Aufgrund des energetischen Potentials und der stark steigenden Anbaufläche in Madagakar initiierte das deutsch-madagassische Umweltprogramm PGM-E eine ca. 2-jährige Analyse des Jatrophasektors. Vorrangiges Ziel war die Beobachtung der Aktivitäten im Sektor und die Schaffung von Transparenz über diese großen Investments. Was passiert in Madagaskar, welche Flächen werden für Jatropha zur Verfügung gestellt, welche Auswirkungen hat der großflächige Anbau auf die Umwelt insbesondere die Erhaltung der einzigartigen Fauna und Flora Madagaskars? Außerdem stellt die gängige Praxis der Verpachtung großer Anbauflächen in Madagaskar ein Risiko für die Besitzansprüche bzw. Nutzungsrechte von Kleinbauern dar und besitzt Konfliktpotential um die in manchen Regionen knappe Ressource Wasser.
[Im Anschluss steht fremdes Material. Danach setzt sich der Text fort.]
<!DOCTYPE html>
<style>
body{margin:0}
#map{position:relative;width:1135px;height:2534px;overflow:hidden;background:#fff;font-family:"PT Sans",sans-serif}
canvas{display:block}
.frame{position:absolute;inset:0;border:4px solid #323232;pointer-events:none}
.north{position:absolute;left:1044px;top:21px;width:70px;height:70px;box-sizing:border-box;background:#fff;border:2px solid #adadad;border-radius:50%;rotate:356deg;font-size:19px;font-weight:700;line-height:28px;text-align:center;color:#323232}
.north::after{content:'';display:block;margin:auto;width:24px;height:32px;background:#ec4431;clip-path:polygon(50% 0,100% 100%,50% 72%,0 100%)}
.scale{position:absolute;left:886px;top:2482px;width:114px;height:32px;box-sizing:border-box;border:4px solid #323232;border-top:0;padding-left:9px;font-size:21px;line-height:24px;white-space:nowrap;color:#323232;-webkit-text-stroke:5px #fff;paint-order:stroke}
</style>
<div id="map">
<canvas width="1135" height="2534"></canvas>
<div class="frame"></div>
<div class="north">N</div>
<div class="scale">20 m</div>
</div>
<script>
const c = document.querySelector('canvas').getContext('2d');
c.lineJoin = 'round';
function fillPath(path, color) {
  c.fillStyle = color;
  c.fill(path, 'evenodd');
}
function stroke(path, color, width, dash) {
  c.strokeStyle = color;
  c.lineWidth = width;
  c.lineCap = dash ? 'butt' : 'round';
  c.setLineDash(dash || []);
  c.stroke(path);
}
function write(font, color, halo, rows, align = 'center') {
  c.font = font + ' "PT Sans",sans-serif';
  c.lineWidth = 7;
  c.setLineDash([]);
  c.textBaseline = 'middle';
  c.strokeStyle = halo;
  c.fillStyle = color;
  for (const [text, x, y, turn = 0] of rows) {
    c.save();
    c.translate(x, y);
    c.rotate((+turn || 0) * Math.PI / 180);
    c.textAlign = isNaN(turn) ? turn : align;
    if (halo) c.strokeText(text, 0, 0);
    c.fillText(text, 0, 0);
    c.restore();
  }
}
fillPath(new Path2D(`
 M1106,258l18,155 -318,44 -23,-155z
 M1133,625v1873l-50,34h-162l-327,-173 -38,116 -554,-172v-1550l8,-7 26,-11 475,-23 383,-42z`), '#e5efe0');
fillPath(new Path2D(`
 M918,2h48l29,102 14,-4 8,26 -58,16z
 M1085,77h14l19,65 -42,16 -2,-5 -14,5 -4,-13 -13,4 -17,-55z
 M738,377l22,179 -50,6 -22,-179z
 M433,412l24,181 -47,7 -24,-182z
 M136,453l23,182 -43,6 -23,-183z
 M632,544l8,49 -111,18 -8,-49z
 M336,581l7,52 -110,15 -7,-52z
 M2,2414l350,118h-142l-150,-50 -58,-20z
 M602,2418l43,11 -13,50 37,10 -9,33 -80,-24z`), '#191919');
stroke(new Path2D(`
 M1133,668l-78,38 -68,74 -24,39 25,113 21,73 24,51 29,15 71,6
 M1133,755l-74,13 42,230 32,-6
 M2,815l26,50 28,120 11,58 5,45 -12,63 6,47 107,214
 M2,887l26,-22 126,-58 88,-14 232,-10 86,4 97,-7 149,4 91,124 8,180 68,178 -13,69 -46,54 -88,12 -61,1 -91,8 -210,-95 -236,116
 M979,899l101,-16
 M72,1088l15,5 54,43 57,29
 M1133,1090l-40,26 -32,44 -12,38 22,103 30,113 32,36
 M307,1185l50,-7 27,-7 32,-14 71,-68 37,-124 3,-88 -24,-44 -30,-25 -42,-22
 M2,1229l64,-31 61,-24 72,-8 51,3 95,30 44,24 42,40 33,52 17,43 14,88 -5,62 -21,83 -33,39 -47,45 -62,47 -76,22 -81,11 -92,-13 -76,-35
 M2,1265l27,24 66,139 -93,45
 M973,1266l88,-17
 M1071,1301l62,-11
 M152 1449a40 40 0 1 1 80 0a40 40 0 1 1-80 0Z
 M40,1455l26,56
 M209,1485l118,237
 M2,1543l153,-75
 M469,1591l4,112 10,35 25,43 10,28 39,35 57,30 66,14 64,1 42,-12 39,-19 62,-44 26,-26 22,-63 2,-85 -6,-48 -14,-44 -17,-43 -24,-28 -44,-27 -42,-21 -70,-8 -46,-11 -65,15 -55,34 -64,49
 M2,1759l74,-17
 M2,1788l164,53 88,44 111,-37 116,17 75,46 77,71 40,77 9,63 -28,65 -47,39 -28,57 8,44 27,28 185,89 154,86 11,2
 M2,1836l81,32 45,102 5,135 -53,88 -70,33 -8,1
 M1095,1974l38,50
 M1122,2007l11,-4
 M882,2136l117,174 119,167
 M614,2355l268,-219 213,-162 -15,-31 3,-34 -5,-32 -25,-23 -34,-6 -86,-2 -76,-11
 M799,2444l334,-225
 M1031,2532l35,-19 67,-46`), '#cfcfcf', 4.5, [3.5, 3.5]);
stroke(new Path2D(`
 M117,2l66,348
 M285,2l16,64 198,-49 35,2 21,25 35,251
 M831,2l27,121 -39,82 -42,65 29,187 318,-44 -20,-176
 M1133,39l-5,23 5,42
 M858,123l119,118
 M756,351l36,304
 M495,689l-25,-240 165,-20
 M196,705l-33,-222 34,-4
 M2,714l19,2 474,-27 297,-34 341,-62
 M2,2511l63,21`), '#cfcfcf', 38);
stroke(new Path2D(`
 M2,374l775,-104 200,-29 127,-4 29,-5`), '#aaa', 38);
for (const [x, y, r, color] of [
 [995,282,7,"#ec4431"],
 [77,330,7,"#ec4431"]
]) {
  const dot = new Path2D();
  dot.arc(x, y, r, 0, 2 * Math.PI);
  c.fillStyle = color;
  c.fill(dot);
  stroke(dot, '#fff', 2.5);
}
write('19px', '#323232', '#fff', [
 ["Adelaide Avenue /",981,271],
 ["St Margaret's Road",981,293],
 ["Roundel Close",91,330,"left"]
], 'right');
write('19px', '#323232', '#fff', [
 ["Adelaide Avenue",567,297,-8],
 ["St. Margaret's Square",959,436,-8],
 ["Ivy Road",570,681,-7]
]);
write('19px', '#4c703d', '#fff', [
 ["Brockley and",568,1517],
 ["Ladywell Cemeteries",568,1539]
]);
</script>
Eine weitere Aufgabe war, das Potential von Jatropha im Hinblick auf Möglichkeiten zur Reduzierung des Drucks auf natürliche Ressourcen z.B. durch den Einsatz von Jatrophaöl als Energiequelle in ländlichen Haushalten (als Lampenöl, durch Nutzung von Jatrophaöl in Pflanzenölkochern oder durch Ersatz von Dieselkraftstoff) zu analysieren.

Mit dem Fallen der Energiepreise und der weltweiten Wirtschafts- und Finanzkrise ist das Interesse bzw. auch die Verfügbarkeit von Investitionsmitteln für riskante Anlagen gesunken. Der Boom in Jatropha in Madagaskar ist vorbei, doch das Interesse von Investoren an Jatrophapflanzungen in Madagaskar ist nach wie vor groß. Mit zunehmender Verknappung der fossilen Energieträger werden ihre Preise und damit auch die Preise für deren Substitute wie Pflanzenöl langfristig eine steigende Tendenz aufweisen.


Aktuelle Situation

An dieser Stelle wird der aktuelle Sachstand des Anbaus von Jatropha kurz dargestellt. Für eine ausführlichere Darstellung wird auf die GTZ-Studie "L'état actuel du sector Jatropha à Madagascar" vom Juni 2009 [4] verwiesen.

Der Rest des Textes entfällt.